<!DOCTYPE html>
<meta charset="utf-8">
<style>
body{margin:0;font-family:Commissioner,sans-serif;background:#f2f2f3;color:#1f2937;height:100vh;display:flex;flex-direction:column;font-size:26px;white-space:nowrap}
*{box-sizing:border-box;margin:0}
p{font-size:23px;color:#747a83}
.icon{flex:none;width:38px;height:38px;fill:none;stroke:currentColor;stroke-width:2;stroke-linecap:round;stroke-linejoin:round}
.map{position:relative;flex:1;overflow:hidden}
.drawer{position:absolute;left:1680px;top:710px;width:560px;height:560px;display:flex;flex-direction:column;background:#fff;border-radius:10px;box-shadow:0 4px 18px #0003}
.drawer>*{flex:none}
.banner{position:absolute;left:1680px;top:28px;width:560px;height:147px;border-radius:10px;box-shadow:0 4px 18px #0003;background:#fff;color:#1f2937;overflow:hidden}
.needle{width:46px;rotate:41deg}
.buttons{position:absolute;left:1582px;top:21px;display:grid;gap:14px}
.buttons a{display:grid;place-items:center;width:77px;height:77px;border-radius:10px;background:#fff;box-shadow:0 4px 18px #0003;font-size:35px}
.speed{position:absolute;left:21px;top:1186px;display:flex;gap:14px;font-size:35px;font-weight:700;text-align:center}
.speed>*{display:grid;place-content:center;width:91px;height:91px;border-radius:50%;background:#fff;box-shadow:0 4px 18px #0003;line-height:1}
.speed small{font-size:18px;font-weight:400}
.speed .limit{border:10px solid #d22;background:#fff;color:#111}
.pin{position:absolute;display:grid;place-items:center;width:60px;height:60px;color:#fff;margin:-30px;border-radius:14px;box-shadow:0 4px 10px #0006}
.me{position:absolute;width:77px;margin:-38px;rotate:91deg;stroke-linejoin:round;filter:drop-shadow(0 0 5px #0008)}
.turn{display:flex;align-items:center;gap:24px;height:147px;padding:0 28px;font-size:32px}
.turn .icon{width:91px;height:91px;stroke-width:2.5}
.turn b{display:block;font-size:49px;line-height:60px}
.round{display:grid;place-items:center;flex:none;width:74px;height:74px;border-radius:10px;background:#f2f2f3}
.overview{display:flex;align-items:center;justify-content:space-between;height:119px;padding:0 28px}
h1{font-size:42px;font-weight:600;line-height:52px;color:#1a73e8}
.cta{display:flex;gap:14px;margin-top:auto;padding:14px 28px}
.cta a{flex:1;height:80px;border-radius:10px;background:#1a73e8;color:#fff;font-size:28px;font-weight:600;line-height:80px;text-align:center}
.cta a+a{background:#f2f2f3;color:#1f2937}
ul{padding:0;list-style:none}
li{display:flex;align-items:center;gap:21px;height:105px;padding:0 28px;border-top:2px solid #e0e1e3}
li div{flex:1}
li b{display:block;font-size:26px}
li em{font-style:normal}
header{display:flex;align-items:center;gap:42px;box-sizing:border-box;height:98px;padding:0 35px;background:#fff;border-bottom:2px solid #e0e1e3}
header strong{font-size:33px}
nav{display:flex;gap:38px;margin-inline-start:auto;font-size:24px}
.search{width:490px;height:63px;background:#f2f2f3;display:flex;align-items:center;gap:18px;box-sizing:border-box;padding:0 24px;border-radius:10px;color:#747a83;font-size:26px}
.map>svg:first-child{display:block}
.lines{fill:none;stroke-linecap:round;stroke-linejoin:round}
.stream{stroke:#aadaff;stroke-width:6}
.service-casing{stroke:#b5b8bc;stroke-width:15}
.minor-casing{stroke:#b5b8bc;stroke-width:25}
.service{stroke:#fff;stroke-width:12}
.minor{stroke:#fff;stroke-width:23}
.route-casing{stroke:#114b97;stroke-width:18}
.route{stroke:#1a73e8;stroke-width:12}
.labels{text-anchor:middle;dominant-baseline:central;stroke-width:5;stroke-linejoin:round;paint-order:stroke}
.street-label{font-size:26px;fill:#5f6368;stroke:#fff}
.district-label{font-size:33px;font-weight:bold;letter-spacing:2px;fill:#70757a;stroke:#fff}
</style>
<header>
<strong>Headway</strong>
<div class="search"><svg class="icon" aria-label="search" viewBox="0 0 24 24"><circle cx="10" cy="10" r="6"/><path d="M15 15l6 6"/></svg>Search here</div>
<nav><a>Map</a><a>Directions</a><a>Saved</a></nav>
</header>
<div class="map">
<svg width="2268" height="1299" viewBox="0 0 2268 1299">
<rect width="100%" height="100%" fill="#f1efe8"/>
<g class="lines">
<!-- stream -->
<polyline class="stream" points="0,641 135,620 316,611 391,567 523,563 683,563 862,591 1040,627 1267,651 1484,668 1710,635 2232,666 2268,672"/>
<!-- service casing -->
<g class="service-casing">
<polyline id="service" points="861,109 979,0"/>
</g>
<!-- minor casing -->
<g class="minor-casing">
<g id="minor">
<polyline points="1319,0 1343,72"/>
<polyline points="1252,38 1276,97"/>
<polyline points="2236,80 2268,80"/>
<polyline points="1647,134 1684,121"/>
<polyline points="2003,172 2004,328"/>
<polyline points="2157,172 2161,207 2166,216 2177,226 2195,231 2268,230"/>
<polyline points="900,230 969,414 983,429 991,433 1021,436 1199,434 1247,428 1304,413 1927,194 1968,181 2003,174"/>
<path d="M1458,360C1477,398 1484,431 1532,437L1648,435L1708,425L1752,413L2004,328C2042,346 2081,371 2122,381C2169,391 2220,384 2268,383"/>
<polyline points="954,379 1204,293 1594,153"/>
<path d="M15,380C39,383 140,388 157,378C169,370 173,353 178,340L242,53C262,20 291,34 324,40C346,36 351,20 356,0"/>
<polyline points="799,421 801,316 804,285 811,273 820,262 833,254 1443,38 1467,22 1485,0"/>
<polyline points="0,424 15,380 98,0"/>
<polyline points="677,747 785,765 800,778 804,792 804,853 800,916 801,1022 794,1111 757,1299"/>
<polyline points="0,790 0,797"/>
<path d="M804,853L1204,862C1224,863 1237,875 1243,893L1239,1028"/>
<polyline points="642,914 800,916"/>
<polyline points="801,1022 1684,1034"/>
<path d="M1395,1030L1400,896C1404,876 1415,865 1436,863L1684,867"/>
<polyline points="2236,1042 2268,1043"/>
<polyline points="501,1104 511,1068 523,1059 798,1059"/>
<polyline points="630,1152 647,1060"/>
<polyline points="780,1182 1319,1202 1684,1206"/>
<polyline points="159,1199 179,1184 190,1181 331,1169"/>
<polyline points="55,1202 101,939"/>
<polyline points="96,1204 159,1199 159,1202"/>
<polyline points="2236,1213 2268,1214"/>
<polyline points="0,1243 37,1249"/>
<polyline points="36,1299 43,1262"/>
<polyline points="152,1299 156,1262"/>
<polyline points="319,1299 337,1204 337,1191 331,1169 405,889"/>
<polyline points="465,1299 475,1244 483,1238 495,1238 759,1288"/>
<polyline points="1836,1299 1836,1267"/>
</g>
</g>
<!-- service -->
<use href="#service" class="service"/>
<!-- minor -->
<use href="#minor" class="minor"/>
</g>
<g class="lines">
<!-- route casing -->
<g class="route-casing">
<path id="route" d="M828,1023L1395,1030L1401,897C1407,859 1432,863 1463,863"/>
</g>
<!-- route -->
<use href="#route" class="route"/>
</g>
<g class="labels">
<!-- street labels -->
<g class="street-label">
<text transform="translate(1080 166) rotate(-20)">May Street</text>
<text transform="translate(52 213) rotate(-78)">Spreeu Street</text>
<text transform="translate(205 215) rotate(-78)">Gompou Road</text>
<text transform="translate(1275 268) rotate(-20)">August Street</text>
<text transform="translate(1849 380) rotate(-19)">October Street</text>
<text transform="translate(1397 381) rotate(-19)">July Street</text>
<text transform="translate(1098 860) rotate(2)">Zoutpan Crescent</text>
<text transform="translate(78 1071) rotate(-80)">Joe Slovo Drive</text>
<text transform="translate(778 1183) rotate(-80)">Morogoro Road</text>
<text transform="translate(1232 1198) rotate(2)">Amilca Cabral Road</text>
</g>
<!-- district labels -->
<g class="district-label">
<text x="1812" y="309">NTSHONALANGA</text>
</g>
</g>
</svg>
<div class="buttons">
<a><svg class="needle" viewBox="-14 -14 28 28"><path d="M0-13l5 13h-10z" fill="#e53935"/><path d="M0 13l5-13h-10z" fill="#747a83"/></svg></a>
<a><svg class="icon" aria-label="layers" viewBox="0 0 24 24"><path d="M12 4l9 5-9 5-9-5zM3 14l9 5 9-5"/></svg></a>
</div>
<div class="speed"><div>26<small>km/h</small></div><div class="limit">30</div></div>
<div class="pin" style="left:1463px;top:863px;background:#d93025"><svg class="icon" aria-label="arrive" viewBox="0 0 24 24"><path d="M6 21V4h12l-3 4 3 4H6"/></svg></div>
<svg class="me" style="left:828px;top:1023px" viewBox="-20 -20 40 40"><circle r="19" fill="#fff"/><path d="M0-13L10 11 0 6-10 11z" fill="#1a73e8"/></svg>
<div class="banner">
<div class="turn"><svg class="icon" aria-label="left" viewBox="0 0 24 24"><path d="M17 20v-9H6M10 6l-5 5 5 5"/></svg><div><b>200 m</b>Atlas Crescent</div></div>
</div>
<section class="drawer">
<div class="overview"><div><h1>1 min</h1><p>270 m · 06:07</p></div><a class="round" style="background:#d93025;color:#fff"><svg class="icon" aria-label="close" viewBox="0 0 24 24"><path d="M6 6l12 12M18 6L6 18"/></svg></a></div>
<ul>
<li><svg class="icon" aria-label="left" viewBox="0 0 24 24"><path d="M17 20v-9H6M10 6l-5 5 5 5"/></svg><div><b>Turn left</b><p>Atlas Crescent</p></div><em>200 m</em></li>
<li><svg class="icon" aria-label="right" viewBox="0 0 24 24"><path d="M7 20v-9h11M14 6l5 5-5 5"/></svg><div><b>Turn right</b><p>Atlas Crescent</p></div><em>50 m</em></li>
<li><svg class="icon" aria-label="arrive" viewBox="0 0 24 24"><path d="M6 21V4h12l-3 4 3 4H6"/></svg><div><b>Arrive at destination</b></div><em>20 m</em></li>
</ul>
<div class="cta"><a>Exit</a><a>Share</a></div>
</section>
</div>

:::

(Task prompt)
Every line in the records above that contains the word "service" is to be copied out.

(Result for this exercise)
.service-casing{stroke:#b5b8bc;stroke-width:15}
.service{stroke:#fff;stroke-width:12}
<!-- service casing -->
<g class="service-casing">
<polyline id="service" points="861,109 979,0"/>
<!-- service -->
<use href="#service" class="service"/>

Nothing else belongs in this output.